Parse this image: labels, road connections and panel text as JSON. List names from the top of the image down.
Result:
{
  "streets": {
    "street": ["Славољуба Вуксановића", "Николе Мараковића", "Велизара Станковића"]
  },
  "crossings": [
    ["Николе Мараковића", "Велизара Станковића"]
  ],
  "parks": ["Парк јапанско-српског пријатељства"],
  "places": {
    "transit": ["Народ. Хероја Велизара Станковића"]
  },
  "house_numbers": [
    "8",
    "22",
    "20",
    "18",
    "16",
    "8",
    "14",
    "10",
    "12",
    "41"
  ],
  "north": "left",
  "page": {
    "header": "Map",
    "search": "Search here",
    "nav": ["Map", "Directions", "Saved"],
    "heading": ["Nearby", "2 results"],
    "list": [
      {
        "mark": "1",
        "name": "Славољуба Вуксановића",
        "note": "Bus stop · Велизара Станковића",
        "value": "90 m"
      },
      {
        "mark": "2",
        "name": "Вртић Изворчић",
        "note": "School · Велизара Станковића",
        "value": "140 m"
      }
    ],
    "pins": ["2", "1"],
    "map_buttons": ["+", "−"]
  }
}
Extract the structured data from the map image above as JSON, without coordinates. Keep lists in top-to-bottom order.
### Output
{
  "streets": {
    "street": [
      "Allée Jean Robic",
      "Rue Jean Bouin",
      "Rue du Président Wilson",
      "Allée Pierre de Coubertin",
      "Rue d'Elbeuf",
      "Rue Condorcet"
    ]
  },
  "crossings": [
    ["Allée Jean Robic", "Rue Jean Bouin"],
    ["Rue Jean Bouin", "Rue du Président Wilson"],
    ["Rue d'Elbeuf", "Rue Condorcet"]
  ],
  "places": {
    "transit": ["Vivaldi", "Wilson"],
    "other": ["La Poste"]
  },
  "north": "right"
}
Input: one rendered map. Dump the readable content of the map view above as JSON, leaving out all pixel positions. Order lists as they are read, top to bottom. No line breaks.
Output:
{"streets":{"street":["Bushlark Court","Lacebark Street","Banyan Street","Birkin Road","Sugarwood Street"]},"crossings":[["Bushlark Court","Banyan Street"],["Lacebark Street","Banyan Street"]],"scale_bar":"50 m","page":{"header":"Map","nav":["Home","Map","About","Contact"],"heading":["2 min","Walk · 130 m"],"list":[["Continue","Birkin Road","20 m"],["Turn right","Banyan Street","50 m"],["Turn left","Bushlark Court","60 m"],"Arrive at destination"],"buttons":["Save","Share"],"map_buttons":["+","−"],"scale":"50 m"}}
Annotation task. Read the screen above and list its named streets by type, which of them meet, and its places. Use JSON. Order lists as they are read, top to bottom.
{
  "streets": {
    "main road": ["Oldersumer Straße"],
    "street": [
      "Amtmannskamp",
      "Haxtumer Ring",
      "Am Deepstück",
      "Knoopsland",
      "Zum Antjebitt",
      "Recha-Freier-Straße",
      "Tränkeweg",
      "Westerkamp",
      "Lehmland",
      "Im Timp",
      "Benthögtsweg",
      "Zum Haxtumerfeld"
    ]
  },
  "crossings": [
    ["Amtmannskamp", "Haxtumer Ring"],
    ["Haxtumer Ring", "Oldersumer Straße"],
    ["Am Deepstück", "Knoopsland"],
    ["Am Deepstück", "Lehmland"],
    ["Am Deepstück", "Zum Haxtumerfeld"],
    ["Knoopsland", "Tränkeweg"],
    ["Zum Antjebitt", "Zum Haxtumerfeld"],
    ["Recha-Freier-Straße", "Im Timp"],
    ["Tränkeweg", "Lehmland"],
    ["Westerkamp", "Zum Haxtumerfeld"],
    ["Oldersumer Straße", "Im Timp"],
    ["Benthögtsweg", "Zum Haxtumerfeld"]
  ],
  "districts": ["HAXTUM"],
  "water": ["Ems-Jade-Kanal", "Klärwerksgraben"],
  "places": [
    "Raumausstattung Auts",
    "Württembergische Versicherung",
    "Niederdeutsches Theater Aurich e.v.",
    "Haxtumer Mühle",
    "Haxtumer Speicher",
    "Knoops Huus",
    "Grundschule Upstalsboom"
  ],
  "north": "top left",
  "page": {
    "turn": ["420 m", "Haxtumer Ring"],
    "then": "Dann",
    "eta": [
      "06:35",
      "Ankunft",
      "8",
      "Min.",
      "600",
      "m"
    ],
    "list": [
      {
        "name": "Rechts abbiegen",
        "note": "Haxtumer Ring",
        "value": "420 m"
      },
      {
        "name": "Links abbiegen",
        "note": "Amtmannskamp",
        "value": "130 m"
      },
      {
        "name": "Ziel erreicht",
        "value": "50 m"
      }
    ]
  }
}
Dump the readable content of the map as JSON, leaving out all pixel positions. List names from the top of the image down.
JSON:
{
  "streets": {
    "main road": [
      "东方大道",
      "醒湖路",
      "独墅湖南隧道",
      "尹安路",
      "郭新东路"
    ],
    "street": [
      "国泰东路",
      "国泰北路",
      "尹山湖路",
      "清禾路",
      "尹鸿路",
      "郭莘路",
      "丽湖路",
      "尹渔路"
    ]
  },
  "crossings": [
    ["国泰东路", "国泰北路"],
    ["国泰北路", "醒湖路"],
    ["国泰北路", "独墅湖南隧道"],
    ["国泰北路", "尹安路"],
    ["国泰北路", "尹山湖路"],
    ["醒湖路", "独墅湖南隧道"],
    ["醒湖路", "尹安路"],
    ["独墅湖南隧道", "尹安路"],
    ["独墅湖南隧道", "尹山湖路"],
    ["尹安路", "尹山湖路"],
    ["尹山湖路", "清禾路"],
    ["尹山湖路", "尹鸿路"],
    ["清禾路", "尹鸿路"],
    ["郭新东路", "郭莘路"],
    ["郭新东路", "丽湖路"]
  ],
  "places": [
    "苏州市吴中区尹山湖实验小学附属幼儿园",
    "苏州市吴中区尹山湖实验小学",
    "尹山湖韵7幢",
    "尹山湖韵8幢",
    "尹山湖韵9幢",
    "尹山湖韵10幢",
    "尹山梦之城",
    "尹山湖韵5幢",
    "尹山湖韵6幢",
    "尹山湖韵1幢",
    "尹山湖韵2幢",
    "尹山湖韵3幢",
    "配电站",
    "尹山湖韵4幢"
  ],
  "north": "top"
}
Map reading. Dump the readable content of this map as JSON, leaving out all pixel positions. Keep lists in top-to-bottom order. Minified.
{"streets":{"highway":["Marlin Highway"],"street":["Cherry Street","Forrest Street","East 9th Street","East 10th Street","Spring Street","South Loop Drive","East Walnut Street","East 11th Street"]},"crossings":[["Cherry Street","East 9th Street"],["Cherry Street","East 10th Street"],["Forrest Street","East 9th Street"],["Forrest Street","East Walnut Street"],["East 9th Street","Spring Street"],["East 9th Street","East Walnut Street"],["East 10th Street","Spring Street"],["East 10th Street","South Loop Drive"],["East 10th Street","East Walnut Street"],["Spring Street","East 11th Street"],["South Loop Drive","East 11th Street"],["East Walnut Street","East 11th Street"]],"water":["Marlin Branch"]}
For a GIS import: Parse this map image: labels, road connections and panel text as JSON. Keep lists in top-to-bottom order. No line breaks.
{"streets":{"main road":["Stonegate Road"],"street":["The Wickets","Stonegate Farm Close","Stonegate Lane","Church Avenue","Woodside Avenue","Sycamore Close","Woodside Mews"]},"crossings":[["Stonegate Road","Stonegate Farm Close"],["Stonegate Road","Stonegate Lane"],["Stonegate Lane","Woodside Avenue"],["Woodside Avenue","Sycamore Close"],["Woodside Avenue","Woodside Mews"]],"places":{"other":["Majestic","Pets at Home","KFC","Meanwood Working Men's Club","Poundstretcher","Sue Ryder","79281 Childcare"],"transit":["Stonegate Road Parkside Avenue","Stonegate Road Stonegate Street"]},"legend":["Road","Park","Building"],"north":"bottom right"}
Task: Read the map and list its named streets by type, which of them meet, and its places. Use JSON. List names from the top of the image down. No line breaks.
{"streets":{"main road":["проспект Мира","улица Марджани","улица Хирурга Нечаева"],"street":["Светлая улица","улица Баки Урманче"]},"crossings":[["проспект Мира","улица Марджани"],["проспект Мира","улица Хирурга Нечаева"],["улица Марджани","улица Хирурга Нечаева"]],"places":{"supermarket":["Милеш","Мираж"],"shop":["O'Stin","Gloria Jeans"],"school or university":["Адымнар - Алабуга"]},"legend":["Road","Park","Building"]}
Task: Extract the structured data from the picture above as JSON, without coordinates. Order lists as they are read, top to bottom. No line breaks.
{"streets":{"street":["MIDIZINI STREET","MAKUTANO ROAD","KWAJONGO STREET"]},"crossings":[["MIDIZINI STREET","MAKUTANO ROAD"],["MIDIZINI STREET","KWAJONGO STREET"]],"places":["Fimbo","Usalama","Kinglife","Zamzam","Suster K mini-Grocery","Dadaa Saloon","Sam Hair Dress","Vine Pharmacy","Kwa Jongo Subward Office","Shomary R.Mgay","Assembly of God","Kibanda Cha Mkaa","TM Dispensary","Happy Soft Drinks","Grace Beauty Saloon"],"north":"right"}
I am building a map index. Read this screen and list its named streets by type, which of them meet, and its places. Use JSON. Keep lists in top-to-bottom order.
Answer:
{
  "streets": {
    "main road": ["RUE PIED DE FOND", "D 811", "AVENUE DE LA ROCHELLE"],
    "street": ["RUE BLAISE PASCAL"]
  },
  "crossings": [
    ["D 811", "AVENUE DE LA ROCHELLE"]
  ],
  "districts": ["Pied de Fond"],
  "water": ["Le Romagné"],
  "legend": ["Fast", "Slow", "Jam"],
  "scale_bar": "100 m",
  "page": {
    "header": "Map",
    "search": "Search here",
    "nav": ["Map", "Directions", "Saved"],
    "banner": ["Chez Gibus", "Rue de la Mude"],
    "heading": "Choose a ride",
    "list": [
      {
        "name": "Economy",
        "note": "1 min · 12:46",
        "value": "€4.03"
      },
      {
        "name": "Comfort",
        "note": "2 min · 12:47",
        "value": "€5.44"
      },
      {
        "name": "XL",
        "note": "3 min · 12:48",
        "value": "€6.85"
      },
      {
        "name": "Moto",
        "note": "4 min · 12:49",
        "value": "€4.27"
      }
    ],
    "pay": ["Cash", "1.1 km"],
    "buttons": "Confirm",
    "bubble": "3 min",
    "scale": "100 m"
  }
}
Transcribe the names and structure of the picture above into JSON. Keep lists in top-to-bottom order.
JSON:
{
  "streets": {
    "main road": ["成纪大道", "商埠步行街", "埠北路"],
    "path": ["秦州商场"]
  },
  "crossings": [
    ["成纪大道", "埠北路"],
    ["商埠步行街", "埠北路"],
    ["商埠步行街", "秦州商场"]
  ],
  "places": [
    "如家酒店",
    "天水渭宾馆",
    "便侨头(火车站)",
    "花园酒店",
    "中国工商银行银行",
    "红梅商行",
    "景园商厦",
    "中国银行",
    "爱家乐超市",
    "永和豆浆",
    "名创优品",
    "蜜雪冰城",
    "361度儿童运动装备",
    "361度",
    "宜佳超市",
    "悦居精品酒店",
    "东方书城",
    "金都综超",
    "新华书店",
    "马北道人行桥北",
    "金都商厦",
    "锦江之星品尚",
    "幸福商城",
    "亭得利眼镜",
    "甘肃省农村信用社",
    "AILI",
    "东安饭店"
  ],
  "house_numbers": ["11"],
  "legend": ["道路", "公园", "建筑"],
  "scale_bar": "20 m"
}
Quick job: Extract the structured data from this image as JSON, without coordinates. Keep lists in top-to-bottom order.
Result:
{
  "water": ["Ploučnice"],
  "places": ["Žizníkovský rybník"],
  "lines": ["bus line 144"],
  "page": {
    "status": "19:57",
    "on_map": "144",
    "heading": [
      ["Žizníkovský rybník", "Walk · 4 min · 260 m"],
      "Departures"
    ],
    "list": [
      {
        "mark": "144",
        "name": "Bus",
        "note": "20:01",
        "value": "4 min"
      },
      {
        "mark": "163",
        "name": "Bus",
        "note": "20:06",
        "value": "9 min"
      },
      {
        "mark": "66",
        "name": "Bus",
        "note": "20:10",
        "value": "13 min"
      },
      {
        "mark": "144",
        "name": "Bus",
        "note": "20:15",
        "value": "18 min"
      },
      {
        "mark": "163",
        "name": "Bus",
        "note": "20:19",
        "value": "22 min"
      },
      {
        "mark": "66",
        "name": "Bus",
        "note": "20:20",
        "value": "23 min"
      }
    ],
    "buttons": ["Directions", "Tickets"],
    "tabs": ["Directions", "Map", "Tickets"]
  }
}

• What the exercise asks: Please copy the lines above from the line with "Task: Read the" up to and including the line with "I am building", exactly as written and with nothing else.

• Reply:
Task: Read the map and list its named streets by type, which of them meet, and its places. Use JSON. List names from the top of the image down. No line breaks.
{"streets":{"main road":["проспект Мира","улица Марджани","улица Хирурга Нечаева"],"street":["Светлая улица","улица Баки Урманче"]},"crossings":[["проспект Мира","улица Марджани"],["проспект Мира","улица Хирурга Нечаева"],["улица Марджани","улица Хирурга Нечаева"]],"places":{"supermarket":["Милеш","Мираж"],"shop":["O'Stin","Gloria Jeans"],"school or university":["Адымнар - Алабуга"]},"legend":["Road","Park","Building"]}
Task: Extract the structured data from the picture above as JSON, without coordinates. Order lists as they are read, top to bottom. No line breaks.
{"streets":{"street":["MIDIZINI STREET","MAKUTANO ROAD","KWAJONGO STREET"]},"crossings":[["MIDIZINI STREET","MAKUTANO ROAD"],["MIDIZINI STREET","KWAJONGO STREET"]],"places":["Fimbo","Usalama","Kinglife","Zamzam","Suster K mini-Grocery","Dadaa Saloon","Sam Hair Dress","Vine Pharmacy","Kwa Jongo Subward Office","Shomary R.Mgay","Assembly of God","Kibanda Cha Mkaa","TM Dispensary","Happy Soft Drinks","Grace Beauty Saloon"],"north":"right"}
I am building a map index. Read this screen and list its named streets by type, which of them meet, and its places. Use JSON. Keep lists in top-to-bottom order.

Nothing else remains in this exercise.